Wednesday, July 2, 2008

what it means to be human

So many times I'm thinking about something and I come across an article or hear something on the radio, maybe engage in a conversation, that is exactly about the topic I've been thinking about. It may be a coincidence but it happens a lot when I read a scripture passage and then attend mass on Sunday and that's the reading for the week. Today it comes courtesy of the on-line version of First Things. I've included a snippet from the article here and encourage you to visit the site to read the rest. It's well worth it.

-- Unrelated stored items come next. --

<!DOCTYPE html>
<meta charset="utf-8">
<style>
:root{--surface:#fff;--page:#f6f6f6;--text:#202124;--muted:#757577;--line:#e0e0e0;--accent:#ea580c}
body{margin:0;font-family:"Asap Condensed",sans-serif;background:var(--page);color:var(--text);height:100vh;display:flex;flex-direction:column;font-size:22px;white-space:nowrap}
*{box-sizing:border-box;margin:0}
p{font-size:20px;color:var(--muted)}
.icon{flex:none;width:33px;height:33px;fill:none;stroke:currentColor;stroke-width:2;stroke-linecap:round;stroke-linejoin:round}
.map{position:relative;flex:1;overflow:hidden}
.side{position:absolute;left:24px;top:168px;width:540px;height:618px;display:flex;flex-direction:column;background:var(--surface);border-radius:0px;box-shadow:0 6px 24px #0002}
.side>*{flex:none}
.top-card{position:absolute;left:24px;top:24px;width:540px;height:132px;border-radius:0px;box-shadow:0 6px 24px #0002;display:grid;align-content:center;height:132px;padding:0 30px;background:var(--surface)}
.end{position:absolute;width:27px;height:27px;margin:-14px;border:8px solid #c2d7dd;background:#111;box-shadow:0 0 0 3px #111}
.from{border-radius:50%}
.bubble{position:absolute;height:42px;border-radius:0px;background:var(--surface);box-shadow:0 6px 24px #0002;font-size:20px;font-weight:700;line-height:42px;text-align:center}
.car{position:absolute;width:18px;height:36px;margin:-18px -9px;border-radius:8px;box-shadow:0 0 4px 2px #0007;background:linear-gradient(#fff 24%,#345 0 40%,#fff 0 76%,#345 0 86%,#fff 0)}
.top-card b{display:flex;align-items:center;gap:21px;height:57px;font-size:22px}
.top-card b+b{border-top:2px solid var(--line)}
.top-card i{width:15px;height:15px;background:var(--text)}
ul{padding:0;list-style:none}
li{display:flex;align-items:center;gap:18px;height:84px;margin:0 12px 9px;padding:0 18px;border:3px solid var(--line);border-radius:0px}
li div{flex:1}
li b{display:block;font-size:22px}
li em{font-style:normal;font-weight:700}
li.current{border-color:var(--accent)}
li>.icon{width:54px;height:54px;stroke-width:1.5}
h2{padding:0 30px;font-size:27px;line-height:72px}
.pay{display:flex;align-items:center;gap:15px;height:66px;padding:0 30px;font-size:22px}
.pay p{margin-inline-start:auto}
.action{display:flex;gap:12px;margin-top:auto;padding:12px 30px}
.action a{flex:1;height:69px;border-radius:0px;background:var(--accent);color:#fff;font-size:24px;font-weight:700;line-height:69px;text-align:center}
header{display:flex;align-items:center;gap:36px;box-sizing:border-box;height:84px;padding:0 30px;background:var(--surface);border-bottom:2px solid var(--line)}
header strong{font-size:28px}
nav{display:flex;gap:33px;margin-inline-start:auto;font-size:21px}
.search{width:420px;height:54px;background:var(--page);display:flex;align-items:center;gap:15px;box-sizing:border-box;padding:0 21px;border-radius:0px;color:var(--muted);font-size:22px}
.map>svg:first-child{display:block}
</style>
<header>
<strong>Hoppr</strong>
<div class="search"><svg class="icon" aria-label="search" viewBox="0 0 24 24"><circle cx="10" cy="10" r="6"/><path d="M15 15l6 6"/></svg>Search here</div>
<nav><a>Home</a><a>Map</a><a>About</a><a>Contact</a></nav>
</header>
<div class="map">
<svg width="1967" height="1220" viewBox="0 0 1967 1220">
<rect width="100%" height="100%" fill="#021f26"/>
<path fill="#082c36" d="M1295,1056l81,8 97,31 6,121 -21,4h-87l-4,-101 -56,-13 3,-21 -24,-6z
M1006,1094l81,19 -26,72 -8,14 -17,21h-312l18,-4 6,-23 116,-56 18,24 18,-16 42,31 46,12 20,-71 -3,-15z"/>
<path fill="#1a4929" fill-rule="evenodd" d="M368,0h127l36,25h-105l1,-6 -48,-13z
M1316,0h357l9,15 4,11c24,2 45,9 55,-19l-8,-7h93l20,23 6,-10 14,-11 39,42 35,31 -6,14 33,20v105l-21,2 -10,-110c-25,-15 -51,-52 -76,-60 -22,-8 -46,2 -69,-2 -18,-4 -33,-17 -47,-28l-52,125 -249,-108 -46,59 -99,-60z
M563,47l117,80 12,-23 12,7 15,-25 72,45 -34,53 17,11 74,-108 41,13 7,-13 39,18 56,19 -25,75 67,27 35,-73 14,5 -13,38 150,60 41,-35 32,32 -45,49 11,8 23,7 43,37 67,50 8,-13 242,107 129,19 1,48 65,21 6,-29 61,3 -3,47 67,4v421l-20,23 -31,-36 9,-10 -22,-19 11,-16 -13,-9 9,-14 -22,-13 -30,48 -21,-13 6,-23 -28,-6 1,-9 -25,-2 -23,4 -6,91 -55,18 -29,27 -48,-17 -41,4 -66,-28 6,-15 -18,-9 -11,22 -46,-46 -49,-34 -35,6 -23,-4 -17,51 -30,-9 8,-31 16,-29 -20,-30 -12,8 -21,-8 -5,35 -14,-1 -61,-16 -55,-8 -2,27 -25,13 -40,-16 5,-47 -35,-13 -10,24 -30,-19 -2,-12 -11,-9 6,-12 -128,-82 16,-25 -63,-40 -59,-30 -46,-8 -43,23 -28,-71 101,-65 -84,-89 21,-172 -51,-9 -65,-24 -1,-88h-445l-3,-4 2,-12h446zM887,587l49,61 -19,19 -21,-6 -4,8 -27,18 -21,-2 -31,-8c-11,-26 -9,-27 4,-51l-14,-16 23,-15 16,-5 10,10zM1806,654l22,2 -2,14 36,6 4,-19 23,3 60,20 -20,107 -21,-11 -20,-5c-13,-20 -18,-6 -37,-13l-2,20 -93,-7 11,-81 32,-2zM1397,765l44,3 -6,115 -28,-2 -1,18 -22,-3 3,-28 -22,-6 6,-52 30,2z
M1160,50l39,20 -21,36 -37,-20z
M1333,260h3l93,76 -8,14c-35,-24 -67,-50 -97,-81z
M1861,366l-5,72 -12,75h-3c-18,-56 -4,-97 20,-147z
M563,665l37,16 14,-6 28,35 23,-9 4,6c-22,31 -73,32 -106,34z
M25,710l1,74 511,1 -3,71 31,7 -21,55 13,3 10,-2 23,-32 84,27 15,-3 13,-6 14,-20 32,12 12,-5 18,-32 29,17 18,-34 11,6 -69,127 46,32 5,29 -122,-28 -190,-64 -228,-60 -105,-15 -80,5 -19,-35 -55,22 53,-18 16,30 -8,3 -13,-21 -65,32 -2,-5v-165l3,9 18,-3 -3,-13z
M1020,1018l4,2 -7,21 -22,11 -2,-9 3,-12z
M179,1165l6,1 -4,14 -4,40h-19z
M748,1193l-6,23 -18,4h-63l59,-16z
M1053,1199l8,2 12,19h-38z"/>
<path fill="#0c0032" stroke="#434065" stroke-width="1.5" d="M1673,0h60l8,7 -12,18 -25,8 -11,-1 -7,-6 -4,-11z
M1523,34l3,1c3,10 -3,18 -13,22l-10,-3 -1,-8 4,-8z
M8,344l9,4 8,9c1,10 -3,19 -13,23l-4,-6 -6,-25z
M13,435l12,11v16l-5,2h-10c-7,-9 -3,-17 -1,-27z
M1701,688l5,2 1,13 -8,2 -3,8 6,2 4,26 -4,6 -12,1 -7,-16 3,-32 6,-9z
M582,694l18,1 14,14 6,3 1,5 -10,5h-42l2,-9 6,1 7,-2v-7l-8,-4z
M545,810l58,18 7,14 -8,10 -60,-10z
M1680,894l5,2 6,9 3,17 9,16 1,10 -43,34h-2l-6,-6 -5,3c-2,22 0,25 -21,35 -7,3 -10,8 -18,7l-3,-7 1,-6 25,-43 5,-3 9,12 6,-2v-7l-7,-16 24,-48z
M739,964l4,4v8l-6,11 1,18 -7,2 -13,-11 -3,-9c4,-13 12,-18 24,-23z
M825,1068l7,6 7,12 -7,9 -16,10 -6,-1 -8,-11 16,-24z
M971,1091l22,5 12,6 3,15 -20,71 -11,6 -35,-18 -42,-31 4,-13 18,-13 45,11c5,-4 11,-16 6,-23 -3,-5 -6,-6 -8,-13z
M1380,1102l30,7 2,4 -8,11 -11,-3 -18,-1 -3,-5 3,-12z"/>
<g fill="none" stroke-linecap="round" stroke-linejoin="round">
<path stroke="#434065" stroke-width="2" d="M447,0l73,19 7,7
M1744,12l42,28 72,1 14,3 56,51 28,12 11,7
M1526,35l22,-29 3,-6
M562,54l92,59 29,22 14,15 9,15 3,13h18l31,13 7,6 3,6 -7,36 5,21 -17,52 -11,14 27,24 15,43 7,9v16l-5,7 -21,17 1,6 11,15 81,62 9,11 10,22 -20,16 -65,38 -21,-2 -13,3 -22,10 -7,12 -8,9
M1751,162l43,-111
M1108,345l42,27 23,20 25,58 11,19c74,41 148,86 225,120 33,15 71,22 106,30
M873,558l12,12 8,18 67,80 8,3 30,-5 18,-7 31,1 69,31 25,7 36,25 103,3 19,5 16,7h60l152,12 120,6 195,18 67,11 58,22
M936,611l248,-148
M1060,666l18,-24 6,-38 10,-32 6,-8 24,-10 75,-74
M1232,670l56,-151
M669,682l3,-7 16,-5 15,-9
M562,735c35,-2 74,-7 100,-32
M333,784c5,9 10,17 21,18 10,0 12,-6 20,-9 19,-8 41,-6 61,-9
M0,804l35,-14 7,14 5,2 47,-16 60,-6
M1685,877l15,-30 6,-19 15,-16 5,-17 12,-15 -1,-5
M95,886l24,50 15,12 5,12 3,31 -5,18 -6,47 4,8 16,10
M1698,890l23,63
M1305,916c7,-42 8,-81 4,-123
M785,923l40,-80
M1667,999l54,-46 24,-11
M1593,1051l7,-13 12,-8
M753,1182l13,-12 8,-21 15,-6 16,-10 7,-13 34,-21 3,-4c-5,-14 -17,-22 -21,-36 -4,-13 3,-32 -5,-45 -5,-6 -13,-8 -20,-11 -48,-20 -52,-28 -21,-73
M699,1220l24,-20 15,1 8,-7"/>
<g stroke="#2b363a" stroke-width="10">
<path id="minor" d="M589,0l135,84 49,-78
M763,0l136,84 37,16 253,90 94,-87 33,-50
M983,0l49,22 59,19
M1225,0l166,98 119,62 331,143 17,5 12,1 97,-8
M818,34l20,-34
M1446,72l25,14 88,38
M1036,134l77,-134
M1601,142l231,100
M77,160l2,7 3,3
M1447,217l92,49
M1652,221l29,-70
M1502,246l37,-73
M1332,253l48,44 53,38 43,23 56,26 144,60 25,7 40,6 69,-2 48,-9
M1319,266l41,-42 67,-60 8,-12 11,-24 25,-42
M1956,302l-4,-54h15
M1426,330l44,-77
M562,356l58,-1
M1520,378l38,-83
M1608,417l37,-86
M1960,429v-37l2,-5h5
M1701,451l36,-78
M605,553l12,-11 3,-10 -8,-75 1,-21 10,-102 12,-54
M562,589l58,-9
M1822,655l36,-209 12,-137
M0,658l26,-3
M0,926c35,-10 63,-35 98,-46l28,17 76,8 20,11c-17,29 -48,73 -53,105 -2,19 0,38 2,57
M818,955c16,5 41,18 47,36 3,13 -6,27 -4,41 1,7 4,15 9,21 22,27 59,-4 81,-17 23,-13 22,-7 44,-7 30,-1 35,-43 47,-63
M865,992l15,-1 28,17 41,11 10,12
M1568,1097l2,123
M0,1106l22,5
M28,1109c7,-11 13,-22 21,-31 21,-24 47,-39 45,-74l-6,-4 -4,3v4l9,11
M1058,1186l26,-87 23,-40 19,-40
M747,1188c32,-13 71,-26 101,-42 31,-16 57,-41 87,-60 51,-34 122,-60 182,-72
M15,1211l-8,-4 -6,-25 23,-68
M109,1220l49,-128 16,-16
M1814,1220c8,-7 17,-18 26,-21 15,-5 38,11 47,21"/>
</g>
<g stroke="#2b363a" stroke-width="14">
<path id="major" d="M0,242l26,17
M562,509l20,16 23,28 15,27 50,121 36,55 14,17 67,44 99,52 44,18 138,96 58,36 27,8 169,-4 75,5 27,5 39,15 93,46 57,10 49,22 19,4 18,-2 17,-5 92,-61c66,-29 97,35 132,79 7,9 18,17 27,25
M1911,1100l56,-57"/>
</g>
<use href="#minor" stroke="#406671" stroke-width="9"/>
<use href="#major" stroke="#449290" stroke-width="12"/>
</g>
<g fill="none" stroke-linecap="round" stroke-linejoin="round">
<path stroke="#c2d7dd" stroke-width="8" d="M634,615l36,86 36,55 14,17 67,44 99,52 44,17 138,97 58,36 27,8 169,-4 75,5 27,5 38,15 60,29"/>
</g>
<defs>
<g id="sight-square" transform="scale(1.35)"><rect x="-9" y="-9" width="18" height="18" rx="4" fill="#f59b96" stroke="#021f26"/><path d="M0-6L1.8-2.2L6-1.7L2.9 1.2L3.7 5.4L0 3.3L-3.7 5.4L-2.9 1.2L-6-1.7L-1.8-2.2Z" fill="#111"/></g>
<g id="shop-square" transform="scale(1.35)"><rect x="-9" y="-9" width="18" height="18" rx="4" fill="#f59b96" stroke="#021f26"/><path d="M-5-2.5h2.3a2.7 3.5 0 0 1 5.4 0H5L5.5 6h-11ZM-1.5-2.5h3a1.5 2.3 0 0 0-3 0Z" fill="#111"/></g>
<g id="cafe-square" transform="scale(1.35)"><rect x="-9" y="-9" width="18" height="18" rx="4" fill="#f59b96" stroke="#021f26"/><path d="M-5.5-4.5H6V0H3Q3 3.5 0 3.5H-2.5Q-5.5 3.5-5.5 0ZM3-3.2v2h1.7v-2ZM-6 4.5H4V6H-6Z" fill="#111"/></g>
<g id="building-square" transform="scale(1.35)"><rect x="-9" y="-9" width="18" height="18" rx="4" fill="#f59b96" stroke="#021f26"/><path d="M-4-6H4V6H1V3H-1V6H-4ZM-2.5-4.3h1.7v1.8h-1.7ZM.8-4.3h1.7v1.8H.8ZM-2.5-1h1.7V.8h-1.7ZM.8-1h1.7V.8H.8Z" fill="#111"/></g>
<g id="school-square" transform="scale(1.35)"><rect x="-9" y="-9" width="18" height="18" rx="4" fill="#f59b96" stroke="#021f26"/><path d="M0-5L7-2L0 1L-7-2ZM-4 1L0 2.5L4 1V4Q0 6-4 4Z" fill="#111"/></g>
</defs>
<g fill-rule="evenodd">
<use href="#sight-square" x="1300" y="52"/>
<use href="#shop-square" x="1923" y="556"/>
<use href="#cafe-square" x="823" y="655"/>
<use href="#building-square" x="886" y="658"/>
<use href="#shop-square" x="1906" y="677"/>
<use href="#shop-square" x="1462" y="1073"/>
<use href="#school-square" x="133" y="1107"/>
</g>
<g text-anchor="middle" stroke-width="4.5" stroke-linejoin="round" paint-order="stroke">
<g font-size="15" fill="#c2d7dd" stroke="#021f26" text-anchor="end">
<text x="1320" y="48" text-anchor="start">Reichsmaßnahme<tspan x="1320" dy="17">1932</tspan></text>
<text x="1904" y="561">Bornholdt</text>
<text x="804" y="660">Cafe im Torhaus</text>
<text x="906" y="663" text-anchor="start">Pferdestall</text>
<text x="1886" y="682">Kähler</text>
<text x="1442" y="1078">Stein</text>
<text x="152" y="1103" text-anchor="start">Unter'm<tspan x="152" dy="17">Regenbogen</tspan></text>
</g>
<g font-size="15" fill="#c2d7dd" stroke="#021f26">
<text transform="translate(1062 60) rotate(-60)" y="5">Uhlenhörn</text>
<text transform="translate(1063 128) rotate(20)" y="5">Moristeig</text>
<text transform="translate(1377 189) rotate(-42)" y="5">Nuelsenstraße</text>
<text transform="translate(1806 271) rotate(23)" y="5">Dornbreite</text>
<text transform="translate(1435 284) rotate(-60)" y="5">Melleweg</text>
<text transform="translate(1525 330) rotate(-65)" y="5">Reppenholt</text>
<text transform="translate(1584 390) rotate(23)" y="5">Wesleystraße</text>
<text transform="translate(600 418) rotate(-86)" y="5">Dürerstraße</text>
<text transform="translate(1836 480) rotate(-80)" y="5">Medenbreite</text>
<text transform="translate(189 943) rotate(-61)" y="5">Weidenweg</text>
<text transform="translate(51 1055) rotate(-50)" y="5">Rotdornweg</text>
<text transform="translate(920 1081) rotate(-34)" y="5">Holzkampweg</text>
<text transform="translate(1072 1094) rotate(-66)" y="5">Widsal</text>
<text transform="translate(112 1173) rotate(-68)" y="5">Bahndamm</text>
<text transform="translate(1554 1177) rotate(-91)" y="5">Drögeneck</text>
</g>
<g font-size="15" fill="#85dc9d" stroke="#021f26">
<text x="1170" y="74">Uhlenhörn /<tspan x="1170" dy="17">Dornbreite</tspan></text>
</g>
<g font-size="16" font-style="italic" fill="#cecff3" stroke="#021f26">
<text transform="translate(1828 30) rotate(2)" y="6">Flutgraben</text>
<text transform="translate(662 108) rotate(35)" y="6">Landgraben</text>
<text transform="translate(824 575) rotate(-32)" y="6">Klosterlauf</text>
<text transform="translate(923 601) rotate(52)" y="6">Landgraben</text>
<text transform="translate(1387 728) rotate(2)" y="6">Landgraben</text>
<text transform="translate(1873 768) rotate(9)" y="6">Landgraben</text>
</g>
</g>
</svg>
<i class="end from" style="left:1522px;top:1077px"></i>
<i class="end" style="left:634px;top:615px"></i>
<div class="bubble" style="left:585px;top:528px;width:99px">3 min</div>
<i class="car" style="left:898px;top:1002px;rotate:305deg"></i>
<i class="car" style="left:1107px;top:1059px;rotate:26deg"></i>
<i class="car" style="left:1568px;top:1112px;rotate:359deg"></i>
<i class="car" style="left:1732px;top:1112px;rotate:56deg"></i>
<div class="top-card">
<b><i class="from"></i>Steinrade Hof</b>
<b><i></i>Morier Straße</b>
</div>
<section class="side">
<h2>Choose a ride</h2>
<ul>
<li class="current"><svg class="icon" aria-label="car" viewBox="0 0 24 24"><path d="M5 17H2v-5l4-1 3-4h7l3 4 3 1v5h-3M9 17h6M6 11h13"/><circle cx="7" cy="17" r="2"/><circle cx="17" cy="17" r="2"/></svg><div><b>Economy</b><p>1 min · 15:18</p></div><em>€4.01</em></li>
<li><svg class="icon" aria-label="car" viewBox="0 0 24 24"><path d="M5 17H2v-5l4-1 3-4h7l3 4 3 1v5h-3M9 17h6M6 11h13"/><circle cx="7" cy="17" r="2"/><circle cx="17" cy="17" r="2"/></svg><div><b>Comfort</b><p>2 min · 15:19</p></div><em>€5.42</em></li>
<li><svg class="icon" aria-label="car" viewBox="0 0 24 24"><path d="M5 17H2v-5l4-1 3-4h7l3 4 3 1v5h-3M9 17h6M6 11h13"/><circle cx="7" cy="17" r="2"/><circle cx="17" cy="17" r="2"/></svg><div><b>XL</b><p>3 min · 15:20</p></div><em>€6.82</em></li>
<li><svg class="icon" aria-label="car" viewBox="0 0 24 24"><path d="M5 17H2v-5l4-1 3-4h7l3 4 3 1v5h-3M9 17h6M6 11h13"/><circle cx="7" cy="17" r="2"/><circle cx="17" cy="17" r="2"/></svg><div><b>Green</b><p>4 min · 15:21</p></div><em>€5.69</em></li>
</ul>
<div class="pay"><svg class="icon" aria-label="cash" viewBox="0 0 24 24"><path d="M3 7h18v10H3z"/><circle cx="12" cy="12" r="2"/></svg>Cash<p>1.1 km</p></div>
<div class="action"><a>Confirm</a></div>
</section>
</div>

The article is about Grassroots Film’s latest documentary, The Human Experience
_______________________________________________
Then there are glimpses of grotesque suffering and nearly unbearable anguish: a man riddled with leprosy, flies feeding off the rotting flesh of his rag-wrapped feet. “We are happy about the community,” he tells Jeff and Clifford, struggling to explain the inexplicable: the problem of, and answer to, pain. True, in the leper colony there are others who understand and share his suffering, but that isn’t enough. He, in return, is able to understand them, to give them strength by returning their compassion. And he is able to look on the healthy faces of Jeff and Clifford without resentment, but with love: “We are all the same. You are my brother.”

The dialogue trips and stumbles, at times, but there’s something very real about that. The Azize brothers are not actors, visiting exotic places for a nice and moving show. They are residents of St. Francis House for young men in Brooklyn, founded in 1967 by Fr. Benedict Groeschel, C.F.R. Now the home is operated by Joseph Campo, who trains many of the residents in film technology while drawing from their firsthand knowledge of street life and the MTV generation. “Some call it a halfway house or a group home,” says Jeff. “We just call it home.”

The residents—so-called throwaway children—come from broken and abusive families, and most say that they would be on the streets, in prison, or dead were it not for this second chance. “I was a surprise baby,” Jeff explains, groping for words. “I wasn’t intended, you know, I wasn’t planned.” And so when he encounters the unquestioning fellowship of the New York homeless, the joyful resilience of the abused Peruvian children, the familial love of the African leper colony, the experience is haunting, and hauntingly beautiful. Paradoxically, the people who have the least give the most. What they give is not ideas and ideals, but living answers to what it means to be human.